TASK REQUIREMENTS » Omit the pictures, and output the rest of the entries exactly as written.

[Saved entries]
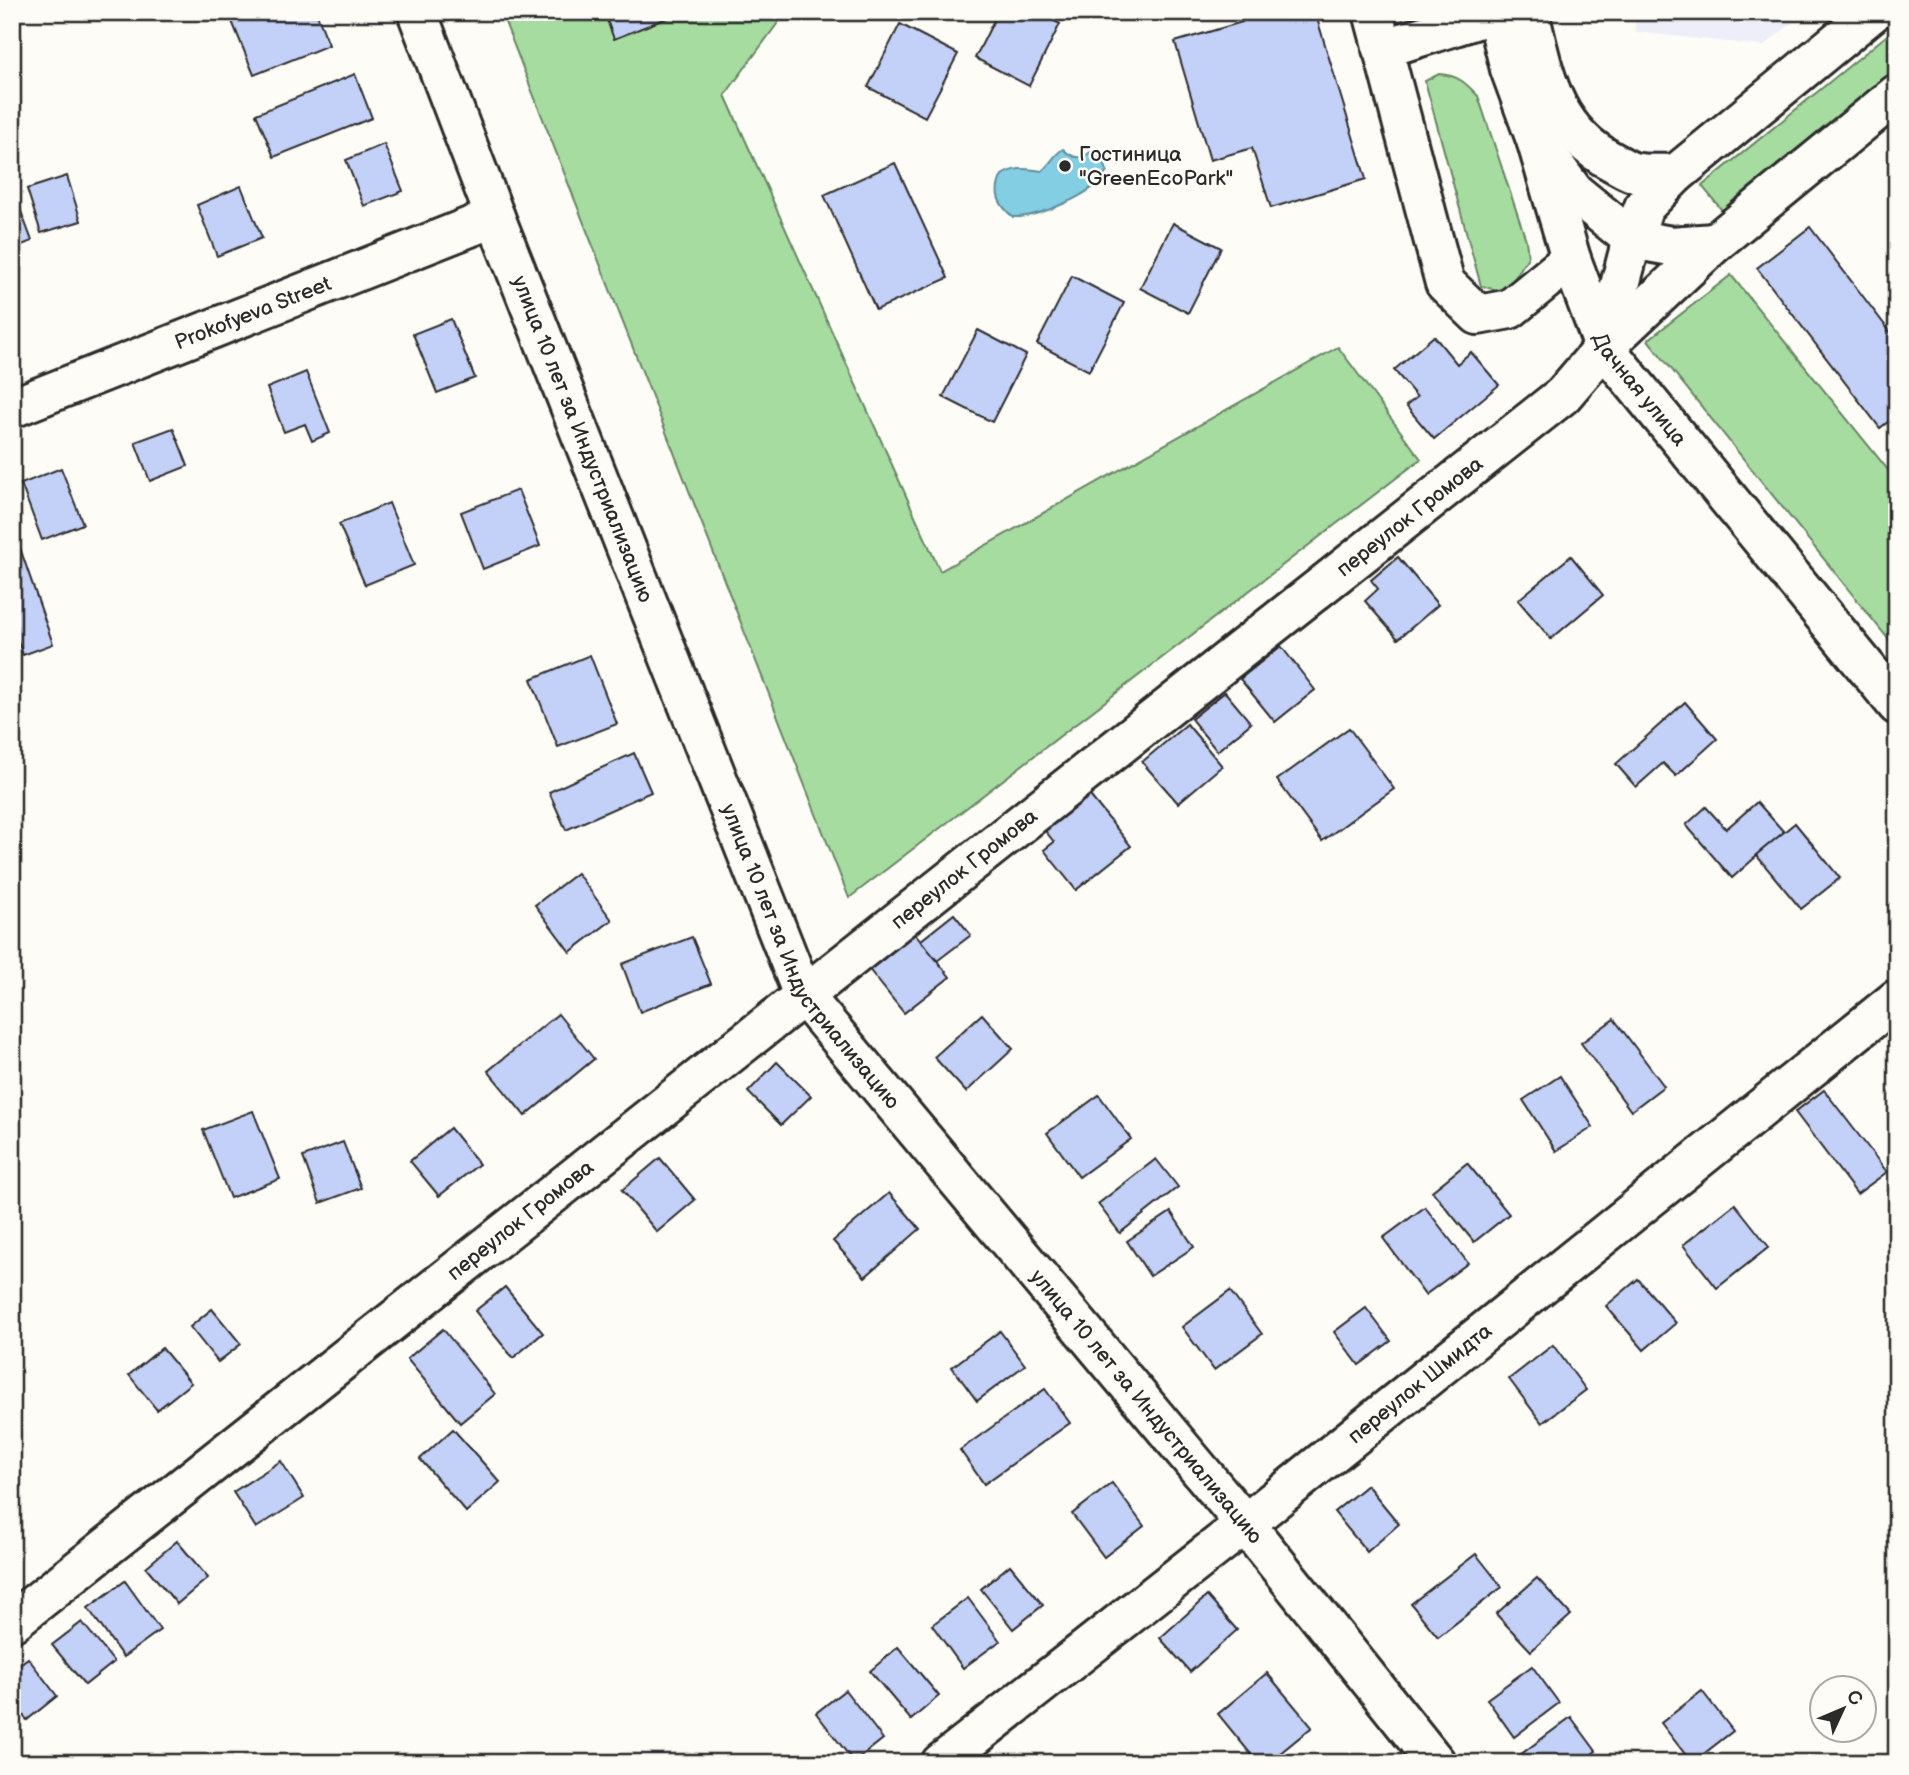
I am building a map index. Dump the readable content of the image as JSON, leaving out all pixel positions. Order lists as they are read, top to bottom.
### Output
{
  "streets": {
    "street": [
      "Prokofyeva Street",
      "Дачная улица",
      "улица 10 лет за Индустриализацию",
      "переулок Громова",
      "переулок Шмидта"
    ]
  },
  "crossings": [
    ["Prokofyeva Street", "улица 10 лет за Индустриализацию"],
    ["Дачная улица", "переулок Громова"],
    ["улица 10 лет за Индустриализацию", "переулок Громова"],
    ["улица 10 лет за Индустриализацию", "переулок Шмидта"]
  ],
  "places": ["Гостиница \"GreenEcoPark\""],
  "north": "top right"
}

WRITTEN SOLUTION »
I am building a map index. Dump the readable content of the image as JSON, leaving out all pixel positions. Order lists as they are read, top to bottom.
### Output
{
  "streets": {
    "street": [
      "Prokofyeva Street",
      "Дачная улица",
      "улица 10 лет за Индустриализацию",
      "переулок Громова",
      "переулок Шмидта"
    ]
  },
  "crossings": [
    ["Prokofyeva Street", "улица 10 лет за Индустриализацию"],
    ["Дачная улица", "переулок Громова"],
    ["улица 10 лет за Индустриализацию", "переулок Громова"],
    ["улица 10 лет за Индустриализацию", "переулок Шмидта"]
  ],
  "places": ["Гостиница \"GreenEcoPark\""],
  "north": "top right"
}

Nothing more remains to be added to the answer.